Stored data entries
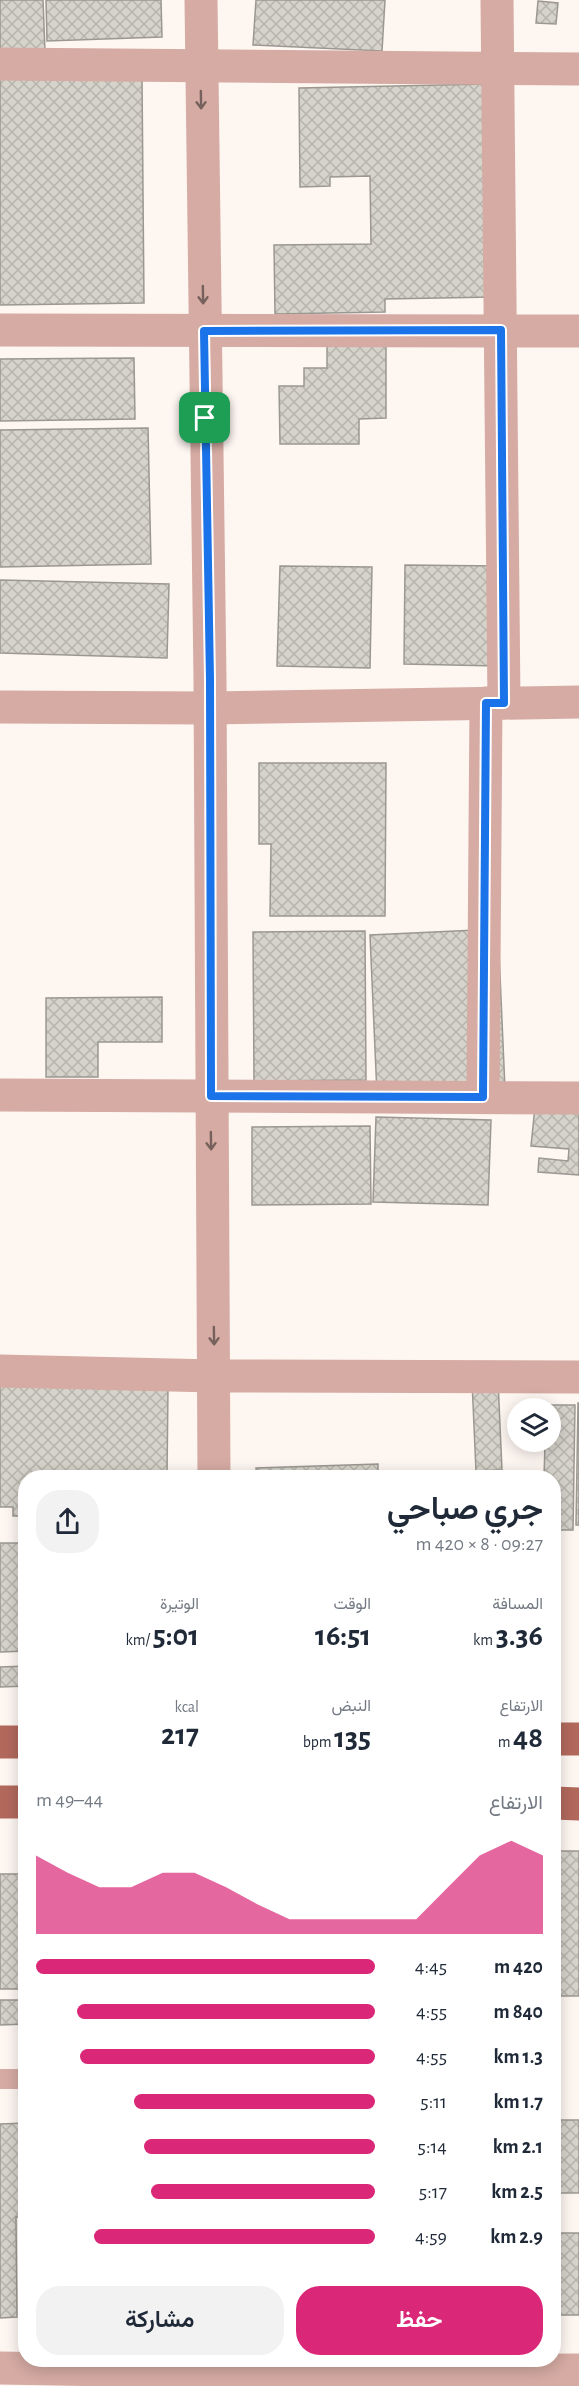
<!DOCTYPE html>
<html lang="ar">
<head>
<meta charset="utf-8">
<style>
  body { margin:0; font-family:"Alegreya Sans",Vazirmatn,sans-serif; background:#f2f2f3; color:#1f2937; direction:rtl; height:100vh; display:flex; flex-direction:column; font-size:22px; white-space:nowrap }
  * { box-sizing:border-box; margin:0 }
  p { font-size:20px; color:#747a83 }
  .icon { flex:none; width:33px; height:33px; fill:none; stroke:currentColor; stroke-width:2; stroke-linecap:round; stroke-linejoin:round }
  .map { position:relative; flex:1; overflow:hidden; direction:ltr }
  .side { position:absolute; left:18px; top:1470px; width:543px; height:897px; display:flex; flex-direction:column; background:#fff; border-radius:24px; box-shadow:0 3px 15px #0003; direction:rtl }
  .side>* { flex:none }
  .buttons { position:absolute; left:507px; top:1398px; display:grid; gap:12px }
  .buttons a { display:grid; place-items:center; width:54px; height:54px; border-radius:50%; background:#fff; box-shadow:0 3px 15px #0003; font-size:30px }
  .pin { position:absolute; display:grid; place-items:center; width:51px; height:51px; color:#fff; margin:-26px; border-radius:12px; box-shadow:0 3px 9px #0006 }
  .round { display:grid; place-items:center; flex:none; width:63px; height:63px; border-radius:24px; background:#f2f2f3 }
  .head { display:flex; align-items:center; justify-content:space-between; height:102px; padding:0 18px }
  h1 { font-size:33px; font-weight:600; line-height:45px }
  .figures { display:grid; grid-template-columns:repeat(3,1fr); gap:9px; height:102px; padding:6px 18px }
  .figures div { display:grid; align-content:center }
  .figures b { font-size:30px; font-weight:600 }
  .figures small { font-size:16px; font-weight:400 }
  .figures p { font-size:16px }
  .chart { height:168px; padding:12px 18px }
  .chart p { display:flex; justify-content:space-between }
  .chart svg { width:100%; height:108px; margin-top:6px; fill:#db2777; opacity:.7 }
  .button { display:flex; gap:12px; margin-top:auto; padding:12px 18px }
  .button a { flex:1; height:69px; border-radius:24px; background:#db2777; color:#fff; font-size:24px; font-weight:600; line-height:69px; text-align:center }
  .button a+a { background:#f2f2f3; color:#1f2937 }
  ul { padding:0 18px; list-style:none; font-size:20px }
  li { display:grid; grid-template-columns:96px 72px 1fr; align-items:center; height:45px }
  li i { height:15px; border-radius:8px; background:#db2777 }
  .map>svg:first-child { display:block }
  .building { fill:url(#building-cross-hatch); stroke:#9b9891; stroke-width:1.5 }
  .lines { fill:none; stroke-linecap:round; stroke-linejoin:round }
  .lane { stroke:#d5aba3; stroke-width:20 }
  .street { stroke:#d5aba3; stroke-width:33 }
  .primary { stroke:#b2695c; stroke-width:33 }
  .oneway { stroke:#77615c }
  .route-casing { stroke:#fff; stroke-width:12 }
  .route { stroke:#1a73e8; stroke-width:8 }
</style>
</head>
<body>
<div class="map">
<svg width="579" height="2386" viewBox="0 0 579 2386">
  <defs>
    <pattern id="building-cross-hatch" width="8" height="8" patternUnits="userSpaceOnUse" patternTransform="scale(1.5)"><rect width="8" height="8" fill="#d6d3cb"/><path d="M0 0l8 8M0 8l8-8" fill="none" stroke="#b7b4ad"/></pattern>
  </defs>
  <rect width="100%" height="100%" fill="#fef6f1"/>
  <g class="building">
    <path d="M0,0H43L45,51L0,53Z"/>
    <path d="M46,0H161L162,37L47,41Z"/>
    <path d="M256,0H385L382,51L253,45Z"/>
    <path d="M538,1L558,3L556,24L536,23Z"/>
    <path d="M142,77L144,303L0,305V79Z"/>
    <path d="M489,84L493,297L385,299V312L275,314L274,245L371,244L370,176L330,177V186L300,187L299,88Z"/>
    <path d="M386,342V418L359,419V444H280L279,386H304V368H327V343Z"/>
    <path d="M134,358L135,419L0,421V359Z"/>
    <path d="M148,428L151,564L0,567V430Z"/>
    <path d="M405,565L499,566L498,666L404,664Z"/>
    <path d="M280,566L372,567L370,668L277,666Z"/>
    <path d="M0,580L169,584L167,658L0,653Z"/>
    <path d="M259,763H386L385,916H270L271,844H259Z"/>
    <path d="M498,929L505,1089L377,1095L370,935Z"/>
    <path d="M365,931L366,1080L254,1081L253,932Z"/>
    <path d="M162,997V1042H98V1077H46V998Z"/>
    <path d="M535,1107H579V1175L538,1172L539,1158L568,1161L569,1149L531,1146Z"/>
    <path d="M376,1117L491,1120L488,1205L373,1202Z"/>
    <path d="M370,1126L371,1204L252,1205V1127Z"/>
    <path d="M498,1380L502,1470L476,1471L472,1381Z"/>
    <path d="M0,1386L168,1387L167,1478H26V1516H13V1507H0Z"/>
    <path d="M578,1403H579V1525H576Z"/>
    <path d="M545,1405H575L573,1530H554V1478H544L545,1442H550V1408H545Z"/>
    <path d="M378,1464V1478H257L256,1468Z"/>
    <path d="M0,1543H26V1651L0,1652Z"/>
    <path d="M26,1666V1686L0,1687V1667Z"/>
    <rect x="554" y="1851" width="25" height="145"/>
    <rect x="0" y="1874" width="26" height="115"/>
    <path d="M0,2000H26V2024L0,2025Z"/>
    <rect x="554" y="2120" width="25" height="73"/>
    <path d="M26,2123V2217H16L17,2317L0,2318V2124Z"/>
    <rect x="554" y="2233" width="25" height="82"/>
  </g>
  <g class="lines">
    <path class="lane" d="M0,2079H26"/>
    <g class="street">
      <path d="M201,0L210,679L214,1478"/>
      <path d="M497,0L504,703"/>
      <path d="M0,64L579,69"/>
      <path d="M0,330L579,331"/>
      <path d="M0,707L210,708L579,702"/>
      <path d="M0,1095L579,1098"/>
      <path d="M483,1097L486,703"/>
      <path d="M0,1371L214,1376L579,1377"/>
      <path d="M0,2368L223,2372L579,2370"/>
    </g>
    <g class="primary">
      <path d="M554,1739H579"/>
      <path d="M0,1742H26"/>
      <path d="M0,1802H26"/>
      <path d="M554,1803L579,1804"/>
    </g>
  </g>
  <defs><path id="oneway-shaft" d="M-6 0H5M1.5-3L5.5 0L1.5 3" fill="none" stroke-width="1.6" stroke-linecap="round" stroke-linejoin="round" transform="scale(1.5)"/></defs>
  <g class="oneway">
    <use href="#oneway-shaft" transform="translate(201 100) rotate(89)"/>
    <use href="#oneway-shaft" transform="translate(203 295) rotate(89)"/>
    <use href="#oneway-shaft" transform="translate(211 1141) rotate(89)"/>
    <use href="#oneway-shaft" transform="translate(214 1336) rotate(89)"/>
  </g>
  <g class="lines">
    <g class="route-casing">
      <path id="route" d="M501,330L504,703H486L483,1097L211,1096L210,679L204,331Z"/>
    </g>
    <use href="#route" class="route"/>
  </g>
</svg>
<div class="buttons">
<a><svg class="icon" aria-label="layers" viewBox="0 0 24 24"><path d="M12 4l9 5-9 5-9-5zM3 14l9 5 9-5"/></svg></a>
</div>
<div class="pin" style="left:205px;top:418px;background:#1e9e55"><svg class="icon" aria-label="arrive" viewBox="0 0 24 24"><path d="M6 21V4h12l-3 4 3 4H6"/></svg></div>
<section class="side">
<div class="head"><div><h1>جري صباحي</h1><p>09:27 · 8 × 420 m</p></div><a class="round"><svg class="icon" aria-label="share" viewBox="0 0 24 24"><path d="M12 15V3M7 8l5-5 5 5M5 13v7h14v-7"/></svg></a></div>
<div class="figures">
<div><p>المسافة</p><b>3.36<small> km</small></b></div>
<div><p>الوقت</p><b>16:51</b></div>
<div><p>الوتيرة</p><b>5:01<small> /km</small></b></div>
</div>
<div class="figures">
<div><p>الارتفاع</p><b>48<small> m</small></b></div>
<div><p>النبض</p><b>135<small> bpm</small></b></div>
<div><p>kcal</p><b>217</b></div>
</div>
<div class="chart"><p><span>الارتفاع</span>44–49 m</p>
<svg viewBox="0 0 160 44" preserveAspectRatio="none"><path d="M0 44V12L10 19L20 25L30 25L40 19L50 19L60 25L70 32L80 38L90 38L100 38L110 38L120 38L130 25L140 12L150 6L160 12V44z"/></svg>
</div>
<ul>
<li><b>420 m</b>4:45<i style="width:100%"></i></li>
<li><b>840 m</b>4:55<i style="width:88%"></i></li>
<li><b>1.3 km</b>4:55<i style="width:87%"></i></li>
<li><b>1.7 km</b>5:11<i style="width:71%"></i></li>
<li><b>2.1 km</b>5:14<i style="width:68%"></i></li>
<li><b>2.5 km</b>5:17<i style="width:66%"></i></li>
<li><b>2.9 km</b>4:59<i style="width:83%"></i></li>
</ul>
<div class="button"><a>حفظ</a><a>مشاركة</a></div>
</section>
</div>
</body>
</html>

- **Task statement**: Copy out each line of the records where the word "shaft" appears.

- **Answer area**:
  <defs><path id="oneway-shaft" d="M-6 0H5M1.5-3L5.5 0L1.5 3" fill="none" stroke-width="1.6" stroke-linecap="round" stroke-linejoin="round" transform="scale(1.5)"/></defs>
    <use href="#oneway-shaft" transform="translate(201 100) rotate(89)"/>
    <use href="#oneway-shaft" transform="translate(203 295) rotate(89)"/>
    <use href="#oneway-shaft" transform="translate(211 1141) rotate(89)"/>
    <use href="#oneway-shaft" transform="translate(214 1336) rotate(89)"/>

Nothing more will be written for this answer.